Task brief
Check each line of the entries below for the string "Albany"; copy every line where it appears.

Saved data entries
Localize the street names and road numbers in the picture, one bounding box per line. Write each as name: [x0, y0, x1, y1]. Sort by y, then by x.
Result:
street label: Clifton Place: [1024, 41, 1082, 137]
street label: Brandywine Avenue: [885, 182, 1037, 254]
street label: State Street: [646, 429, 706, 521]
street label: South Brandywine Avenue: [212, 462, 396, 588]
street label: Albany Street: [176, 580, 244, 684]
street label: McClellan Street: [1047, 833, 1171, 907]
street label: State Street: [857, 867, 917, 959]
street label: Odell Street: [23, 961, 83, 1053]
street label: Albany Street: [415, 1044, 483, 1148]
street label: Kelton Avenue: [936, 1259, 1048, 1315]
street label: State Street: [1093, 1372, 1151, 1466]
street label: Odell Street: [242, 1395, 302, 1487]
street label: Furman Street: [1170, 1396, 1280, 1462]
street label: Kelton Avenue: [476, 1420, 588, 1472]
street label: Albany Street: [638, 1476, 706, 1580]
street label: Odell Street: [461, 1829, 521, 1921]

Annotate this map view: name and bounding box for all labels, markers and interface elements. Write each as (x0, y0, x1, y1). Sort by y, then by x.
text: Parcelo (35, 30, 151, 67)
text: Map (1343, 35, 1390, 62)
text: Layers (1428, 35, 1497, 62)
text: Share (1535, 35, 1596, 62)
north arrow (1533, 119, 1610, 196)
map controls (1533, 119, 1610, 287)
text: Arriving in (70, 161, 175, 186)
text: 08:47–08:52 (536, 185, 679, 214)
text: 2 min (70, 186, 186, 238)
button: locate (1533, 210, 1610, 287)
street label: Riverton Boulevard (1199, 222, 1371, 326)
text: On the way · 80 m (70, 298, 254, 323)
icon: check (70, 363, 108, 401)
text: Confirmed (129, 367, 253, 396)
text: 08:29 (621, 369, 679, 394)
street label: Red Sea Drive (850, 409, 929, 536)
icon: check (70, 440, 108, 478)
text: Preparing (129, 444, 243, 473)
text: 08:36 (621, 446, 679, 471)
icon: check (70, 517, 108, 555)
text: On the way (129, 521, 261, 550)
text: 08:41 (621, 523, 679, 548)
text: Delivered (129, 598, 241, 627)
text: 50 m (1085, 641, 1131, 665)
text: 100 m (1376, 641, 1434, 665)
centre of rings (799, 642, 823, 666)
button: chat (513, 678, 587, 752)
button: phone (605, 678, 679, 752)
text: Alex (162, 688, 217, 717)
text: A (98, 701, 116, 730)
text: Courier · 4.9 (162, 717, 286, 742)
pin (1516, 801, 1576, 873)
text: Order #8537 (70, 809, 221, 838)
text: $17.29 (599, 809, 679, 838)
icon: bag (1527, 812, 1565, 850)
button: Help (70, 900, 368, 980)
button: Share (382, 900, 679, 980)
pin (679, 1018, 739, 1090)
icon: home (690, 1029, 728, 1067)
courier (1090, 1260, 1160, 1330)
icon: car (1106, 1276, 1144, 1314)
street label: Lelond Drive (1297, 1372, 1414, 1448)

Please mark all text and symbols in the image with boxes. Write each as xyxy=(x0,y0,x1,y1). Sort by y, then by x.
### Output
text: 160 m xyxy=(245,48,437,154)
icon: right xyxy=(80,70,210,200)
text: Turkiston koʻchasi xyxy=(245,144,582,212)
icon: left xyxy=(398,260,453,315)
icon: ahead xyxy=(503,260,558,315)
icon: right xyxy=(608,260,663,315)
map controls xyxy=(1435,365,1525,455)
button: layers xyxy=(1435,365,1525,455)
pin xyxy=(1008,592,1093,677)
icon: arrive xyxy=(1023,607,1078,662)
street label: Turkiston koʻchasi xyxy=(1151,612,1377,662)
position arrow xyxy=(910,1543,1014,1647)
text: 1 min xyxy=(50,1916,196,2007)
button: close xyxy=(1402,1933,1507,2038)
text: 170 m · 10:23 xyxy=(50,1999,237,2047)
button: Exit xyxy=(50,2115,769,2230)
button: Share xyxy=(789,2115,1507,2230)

Solution to this problem
street label: Albany Street: [176, 580, 244, 684]
street label: Albany Street: [415, 1044, 483, 1148]
street label: Albany Street: [638, 1476, 706, 1580]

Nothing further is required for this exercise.